Orkiestra „Campanella” pod dyrekcją Anny, Magdaleny i Adama Filipskich była niekwestionowaną gwiazdą kolejnej edycji... festiwalu orkiestr dętych OSP. Cekcynianie zapewnili widzom muzyczne atrakcje w trakcie obrad jury. Ze względu na przedłużające się dywagacje nad głównym rozstrzygnięciem festiwalu publiczność miała okazję się przekonać, że „Campanella” wyróżnia się nie tylko ogromnymi umiejętnościami muzyków, ale także bogactwem i wszechstronnością repertuaru.

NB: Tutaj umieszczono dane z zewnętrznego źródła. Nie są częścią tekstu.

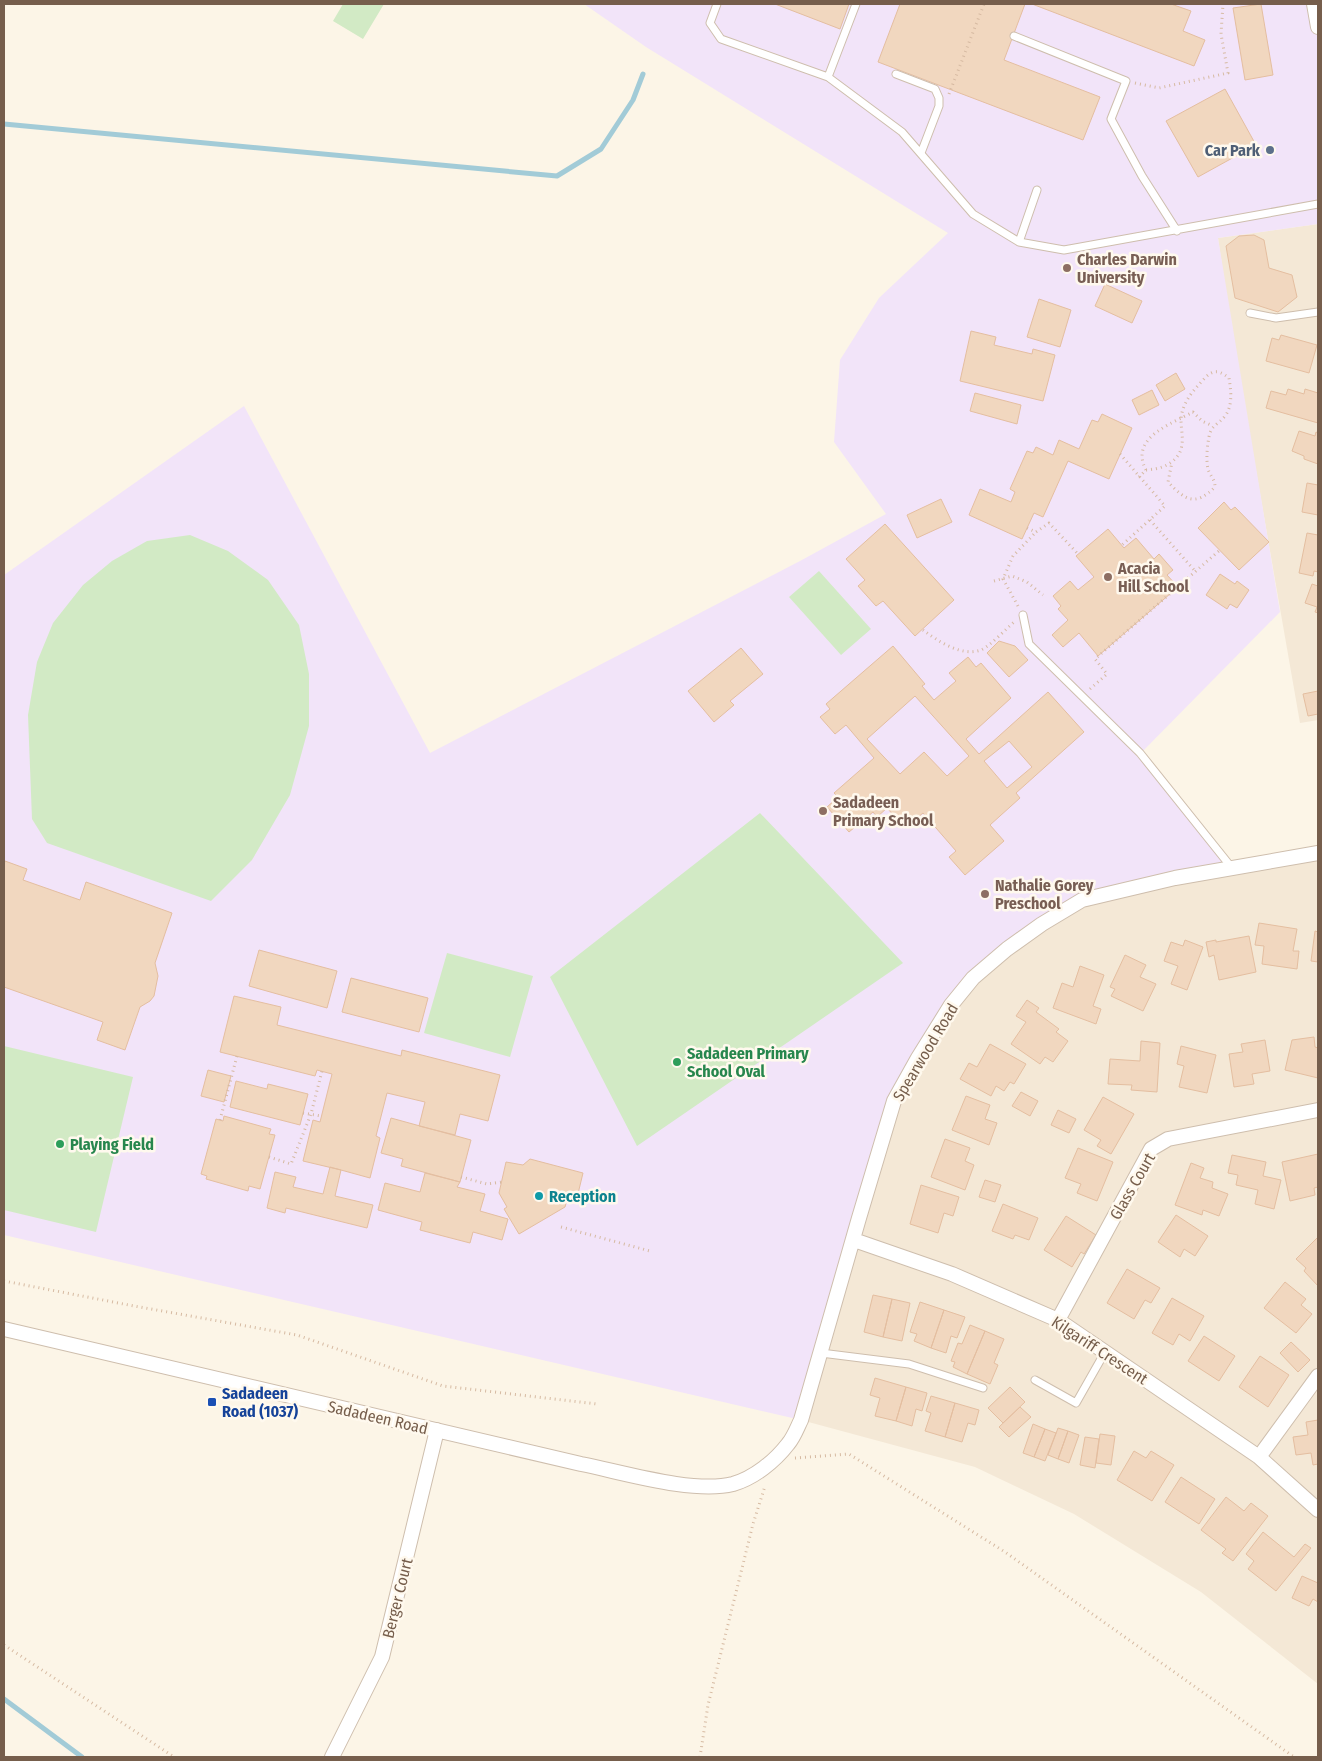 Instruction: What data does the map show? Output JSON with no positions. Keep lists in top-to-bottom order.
{
  "streets": {
    "street": [
      "Spearwood Road",
      "Glass Court",
      "Kilgariff Crescent",
      "Sadadeen Road",
      "Berger Court"
    ]
  },
  "crossings": [
    ["Spearwood Road", "Kilgariff Crescent"],
    ["Spearwood Road", "Sadadeen Road"],
    ["Glass Court", "Kilgariff Crescent"],
    ["Sadadeen Road", "Berger Court"]
  ],
  "places": {
    "other": [
      "Car Park",
      "Charles Darwin University",
      "Acacia Hill School",
      "Sadadeen Primary School",
      "Nathalie Gorey Preschool",
      "Sadadeen Primary School Oval",
      "Playing Field",
      "Reception"
    ],
    "transit": ["Sadadeen Road (1037)"]
  }
}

Orkiestranci udowodnili, że potrafią sobie radzić w trudnych sytuacjach. Przyspieszenie przerwy w programie imprezy spowodowało, że trzeba było błyskawicznie się przebrać w prowizorycznej garderobie, jeszcze szybciej nastroić instrumenty i zainstalować się na scenie. Cekcynianie zaprezentowali pełen profesjonalizm, bo widzowie nie zobaczyli tych trudności i dostali bez żadnych opóźnień muzyczny produkt na najwyższym poziomie. Znów było słychać znaki firmowe „Campanelli”, czyli wspaniałe solówki instrumentalistów i brawurowe partie wokalne.